Show every line from the data below that includes "Instruction".

:: DATA FOR REVIEW

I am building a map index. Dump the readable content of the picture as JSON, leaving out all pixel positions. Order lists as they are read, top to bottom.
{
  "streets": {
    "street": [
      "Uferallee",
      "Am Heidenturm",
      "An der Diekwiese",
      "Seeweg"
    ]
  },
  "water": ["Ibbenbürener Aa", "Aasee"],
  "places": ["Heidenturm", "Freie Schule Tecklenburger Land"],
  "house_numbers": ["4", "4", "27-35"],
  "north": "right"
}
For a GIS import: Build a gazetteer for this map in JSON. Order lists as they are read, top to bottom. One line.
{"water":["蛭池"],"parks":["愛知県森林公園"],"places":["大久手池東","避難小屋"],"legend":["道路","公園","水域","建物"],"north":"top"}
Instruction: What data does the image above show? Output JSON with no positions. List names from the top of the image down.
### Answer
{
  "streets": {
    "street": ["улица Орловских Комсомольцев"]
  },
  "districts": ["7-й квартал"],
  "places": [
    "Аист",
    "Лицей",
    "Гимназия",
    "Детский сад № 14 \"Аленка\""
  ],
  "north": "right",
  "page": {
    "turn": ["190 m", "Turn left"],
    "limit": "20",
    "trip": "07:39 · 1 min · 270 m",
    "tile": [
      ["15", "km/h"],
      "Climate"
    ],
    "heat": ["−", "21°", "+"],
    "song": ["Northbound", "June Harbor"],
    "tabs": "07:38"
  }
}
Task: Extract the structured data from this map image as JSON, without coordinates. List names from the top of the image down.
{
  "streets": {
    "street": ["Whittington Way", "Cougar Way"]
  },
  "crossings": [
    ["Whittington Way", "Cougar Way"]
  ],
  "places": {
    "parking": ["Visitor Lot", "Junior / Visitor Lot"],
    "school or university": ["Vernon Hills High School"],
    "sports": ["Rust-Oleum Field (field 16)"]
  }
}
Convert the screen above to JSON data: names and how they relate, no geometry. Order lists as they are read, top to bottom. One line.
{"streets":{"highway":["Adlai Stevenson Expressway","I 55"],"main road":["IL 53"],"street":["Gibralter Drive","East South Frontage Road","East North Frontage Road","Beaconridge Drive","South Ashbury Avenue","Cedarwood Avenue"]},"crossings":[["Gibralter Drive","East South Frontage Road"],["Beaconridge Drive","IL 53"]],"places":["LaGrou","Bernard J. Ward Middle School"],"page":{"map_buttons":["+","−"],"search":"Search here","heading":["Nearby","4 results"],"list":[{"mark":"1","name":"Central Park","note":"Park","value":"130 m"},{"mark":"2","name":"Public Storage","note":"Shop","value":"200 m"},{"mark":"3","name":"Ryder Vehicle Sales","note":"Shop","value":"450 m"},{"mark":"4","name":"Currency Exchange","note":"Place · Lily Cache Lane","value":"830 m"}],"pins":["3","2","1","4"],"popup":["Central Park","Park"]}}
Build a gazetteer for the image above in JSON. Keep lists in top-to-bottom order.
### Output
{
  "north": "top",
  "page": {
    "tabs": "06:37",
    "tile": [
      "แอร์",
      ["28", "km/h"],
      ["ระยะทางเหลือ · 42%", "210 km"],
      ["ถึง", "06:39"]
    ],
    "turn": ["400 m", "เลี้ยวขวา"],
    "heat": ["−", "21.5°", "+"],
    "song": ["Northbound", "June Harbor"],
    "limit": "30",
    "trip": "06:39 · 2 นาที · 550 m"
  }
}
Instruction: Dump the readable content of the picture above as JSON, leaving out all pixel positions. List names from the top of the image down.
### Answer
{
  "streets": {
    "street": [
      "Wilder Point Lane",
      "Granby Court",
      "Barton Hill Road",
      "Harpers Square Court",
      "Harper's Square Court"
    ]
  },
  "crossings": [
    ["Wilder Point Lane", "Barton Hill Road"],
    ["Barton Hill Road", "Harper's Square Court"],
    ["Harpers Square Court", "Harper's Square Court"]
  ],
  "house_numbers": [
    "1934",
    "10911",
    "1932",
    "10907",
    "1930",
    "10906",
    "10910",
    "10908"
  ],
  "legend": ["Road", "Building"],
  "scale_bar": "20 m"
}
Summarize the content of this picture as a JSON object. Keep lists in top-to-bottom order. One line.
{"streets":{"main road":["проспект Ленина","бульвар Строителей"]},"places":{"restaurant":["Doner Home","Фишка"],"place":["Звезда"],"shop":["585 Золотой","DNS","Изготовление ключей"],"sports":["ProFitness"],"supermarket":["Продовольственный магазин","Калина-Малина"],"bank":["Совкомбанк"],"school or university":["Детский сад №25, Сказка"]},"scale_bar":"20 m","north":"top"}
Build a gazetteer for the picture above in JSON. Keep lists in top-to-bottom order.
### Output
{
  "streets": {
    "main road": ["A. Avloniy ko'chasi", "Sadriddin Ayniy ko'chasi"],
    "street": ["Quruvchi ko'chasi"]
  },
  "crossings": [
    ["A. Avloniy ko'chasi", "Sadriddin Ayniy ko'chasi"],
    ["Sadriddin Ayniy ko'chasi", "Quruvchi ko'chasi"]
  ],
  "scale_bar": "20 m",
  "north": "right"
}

::::

#### EXPECTED ANSWER:
Instruction: What data does the image above show? Output JSON with no positions. List names from the top of the image down.
Instruction: Dump the readable content of the picture above as JSON, leaving out all pixel positions. List names from the top of the image down.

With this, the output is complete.